Quando entrei ao D.B.I., a sentinela disse-me que, no dia anterior, na distribuição das prendas de Natal, tinham chamado por mim e que o capitão disse que se calhar tinha morrido e ninguém sabia. Dirigi-me ao gabinete do capitão, comandante da companhia, e ele perguntou-me por que ainda não tinha aparecido. Expliquei as razões, que tinha estado de manhã na Amura, mas não ficou muito convencido que eu estava a falar verdade. E depois, virou-se para mim e perguntou:

  Mas quem é o teu comandante, o capitão Almeida Bruno ou eu?

Repreendeu-me e disse para eu nunca mais ir ao Comando-Chefe.
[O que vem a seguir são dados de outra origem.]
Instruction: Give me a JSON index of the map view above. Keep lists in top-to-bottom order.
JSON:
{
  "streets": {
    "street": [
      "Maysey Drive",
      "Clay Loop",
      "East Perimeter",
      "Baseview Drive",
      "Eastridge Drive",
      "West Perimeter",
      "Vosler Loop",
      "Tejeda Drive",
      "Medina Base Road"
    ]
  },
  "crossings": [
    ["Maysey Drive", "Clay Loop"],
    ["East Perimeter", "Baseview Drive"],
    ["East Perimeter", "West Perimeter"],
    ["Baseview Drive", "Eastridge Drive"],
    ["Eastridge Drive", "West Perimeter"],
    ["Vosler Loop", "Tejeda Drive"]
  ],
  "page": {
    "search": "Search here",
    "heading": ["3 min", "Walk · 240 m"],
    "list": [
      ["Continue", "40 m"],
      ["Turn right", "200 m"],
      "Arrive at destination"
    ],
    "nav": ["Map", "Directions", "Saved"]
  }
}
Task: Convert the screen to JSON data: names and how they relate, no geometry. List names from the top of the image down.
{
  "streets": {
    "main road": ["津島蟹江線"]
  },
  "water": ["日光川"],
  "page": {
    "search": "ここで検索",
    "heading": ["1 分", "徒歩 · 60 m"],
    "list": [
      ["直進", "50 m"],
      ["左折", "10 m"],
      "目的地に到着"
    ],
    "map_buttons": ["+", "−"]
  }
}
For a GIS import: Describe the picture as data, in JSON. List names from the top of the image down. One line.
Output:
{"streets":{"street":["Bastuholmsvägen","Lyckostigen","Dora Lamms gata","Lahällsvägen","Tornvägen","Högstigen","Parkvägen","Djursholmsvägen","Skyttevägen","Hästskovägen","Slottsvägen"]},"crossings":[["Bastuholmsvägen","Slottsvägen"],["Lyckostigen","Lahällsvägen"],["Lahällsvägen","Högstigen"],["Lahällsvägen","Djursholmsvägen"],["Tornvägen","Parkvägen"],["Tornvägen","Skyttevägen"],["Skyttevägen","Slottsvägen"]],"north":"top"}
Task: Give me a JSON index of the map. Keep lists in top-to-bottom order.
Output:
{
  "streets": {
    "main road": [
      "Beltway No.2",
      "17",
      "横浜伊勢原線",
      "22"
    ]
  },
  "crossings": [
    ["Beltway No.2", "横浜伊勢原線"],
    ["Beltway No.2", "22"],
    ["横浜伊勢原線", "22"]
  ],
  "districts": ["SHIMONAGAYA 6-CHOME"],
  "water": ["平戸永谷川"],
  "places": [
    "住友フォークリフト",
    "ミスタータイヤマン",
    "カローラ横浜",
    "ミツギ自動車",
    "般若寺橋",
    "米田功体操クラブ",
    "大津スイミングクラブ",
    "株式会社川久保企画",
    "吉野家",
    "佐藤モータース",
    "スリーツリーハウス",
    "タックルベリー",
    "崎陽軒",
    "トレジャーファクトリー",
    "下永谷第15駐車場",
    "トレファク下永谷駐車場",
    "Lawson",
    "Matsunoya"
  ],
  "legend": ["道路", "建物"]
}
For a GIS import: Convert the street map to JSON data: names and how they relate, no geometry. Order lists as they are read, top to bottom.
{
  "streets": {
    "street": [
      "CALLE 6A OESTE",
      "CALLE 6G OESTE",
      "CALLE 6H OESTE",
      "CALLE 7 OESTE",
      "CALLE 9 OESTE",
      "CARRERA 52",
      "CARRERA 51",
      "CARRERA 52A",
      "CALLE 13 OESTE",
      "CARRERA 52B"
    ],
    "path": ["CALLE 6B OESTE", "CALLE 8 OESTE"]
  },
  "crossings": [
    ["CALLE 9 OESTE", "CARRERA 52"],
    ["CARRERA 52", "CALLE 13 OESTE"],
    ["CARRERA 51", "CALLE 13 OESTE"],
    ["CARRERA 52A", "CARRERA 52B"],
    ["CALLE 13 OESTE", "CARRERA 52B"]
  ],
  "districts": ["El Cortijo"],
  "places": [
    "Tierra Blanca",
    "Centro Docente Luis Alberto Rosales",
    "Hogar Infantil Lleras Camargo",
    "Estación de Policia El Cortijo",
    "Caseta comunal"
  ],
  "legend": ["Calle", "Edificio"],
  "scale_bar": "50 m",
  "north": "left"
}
Também não fiquei muito satisfeito e dirigi-me à Amura, para falar com o capitão Bruno e pedi-lhe que esclarecesse o assunto com o meu comandante de companhia do D.B.I.. Depois, quando ia a sair pela porta de trás da Amura, vi o capitão, o meu comandante do D.B.I. a olhar para o relógio. Já estou arrumado, pensei, mas continuei a andar em passo calmo.

Quando cheguei ao Depósito, D.B.I., a sentinela disse-me para ir ao gabinete falar com o capitão. Assim fiz e quando lhe pedi licença para entrar, o capitão respondeu:

  Não dou, mas entra! Onde é que estiveste?

 Fui à Amura.

 E o que é que acabámos de falar, ainda há minutos? Por que foste à Amura?

Depois de eu lhe explicar as razões, ele disse que tinha homens disciplinados e rematou:

–  Não me venhas agora dar mau exemplo. Podes sair.

As coisas aqui nunca correram muito bem. O capitão andava desconfiado de mim, e eu nunca soube as razões de tal procedimento.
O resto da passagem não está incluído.